Data is Partitioned Per Day and by Service Client

Partitions divide a table into separate parts and appear as an extra column when querying the data. If you limit a query to certain partitions in the "where" clause, then it prevents the whole table from being scanned. This helps to optimise queries.

The data lake is partitioned based on the date that the data is loaded, as well as service_client. Find out more about service client here.

  • A new partition in the lake is created for each day, which can be accessed in the data_import_batch column

  • Partitions for insights tables can be defined explicitly.


Deleting and Updating of Data

Once data has been loaded into a table, it cannot be updated or deleted, however, there are a few strategies to employ in your data structure to allow for changes and updates.

Strategy Description
Row Level delta Only rows that have been changed are pushed to Dash
Snapshot load A full snapshot is pushed every time

Row-Level Delta

The row-level delta approach is where a source system pushes only the "deltas" or changed rows of a table to Comotion Dash periodically (say hourly or daily). All rows that are changed, created, or deleted are pushed to Comotion Dash.

  • The row-level delta approach requires a unique identifier in the source data for each row.
  • Each time the row is uploaded, it is treated as an update of that row.

This approach therefore also requires an extra column to indicate whether that row has been deleted in the source, as well as a changedDate column to identify the latest version of that row.

The row that has been updated will appear multiple times in the lake

Therefore, when querying, care should be taken to only select the latest line. This can be achieved using the row_number() window function that is available in Presto SQL.

Example of Row-Level Delta

For example, say we have a table called "People" in a source database, which has a primary identifier of "id". The table below shows what we should expect if we have one subsequent update and delete. when querying this table in the data lake, care should be taken to only retrieve the latest information.

id name surname changedDate deleted
1 Bob Builder 2020-01-02 13:00:00 false
1 William Builder 2020-02-03 13:30:00 false
1 William Builder 2020-02-03 13:30:00 true

To query this table in the lake, the following SQL will ensure that only the latest row for each id is retrieved:

select * from (
    select *, row_number() over (partition by id order by changedDate desc) as rn
    from People
) as temp
where rn = 1

Strategies for adding a "deleted column"

Adding a deleted column to data, if it does not exist in the source, is a challenge. The options include:

  1. Refactor your source system to add a deleted column to the table in question and refactor any logic that deletes rows to simply set the deleted column to true.
  2. Add a database trigger in your source that adds the IDs and changedDate of deleted rows to another table, and then import that as a separate table into Comotion Dash.

Snapshot Data

The snapshot level approach means that a full snapshot of a table is pushed every time.
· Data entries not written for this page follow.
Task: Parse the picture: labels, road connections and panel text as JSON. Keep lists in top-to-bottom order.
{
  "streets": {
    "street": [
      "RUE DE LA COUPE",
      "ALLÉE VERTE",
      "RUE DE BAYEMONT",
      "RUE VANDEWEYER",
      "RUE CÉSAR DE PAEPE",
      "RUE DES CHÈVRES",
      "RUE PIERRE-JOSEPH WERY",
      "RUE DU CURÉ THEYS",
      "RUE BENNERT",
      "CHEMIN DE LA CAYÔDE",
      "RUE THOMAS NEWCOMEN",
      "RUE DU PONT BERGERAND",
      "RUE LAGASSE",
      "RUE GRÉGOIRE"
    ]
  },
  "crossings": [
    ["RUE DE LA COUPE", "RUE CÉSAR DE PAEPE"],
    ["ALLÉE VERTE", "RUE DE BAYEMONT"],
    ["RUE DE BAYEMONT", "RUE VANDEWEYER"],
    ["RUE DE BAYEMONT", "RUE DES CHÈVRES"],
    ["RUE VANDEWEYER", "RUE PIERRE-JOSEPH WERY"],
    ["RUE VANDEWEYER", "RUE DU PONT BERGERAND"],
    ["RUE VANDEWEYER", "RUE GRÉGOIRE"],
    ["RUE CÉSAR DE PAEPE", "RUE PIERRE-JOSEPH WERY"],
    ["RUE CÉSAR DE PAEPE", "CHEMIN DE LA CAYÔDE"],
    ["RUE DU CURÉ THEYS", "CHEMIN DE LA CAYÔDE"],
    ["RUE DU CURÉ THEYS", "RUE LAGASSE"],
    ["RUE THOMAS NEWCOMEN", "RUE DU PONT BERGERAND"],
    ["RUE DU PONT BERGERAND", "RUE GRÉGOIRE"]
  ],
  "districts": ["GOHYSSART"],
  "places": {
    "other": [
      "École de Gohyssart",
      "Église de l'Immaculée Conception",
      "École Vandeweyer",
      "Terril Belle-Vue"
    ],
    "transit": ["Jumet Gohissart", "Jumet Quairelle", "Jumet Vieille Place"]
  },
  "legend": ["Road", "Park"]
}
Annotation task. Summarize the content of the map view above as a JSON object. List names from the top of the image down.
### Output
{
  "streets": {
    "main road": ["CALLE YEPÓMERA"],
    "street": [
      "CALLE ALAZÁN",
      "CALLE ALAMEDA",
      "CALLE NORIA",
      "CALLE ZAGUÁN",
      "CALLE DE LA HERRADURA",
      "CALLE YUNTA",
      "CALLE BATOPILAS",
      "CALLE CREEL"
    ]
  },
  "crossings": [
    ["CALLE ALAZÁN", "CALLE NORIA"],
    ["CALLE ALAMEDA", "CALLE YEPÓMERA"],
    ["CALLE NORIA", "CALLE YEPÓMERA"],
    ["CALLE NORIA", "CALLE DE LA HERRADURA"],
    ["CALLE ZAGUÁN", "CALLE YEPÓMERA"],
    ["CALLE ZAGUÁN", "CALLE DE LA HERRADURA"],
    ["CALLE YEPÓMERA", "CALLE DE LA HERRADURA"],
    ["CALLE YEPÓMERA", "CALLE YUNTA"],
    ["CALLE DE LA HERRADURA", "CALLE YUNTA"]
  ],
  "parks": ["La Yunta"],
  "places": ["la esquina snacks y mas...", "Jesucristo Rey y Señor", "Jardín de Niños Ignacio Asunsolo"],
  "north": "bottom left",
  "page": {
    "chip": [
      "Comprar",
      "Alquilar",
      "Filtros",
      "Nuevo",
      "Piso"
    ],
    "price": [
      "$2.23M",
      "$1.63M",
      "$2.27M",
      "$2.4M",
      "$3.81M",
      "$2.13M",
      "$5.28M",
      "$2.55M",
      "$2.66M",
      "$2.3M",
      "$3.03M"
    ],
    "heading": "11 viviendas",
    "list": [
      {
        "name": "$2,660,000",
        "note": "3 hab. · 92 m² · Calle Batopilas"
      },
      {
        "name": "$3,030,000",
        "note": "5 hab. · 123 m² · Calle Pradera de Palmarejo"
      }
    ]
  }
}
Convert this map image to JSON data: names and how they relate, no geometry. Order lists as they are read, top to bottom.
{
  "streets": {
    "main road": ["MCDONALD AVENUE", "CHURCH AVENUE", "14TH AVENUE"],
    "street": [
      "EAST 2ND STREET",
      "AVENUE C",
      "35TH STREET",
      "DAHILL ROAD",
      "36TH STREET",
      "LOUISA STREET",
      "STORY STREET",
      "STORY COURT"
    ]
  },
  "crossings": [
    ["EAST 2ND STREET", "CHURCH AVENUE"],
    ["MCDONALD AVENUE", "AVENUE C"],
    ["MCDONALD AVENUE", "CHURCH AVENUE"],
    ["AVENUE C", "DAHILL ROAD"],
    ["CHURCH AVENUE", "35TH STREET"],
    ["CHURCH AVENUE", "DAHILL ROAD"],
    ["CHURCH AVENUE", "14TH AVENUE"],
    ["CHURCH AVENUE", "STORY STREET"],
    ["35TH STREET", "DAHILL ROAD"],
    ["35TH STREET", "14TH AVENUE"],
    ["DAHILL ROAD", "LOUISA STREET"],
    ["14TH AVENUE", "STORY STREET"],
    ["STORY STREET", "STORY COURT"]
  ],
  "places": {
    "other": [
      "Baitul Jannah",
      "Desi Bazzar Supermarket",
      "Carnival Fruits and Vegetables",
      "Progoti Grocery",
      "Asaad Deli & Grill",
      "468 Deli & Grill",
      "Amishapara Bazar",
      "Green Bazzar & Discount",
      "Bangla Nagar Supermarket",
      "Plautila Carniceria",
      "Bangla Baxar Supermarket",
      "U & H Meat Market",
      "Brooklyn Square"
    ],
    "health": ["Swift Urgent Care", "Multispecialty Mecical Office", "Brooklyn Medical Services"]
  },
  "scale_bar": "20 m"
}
This means that if a row is not in the latest snapshot, it is assumed to be deleted, therefore you do not need a "deleted" indicator, as you can assume that any data not in the latest snapshot has been deleted.

  • For every snapshot, you should generate some kind of snapshot id that can be used to identify it.
  • The daily partition that is created may be useful for this but is risky as you may load two snapshots in a day.

Selecting a snapshot identifier

The snapshot identifier can simply be a timestamp, however, it is important to keep the same timestamp for the entire snapshot."

When querying this type of table, you simply need to limit the query to the latest snapshot.

Example of Snapshot

Say we use the snapshot approach for our "People" table in a source database, which has a primary identifier of id and a snapshot identifier called "batch". Each time we load the data into Dash, we should increment the batch identifier by 1. Note that - differently to the row delta approach - we do not have a deleted column.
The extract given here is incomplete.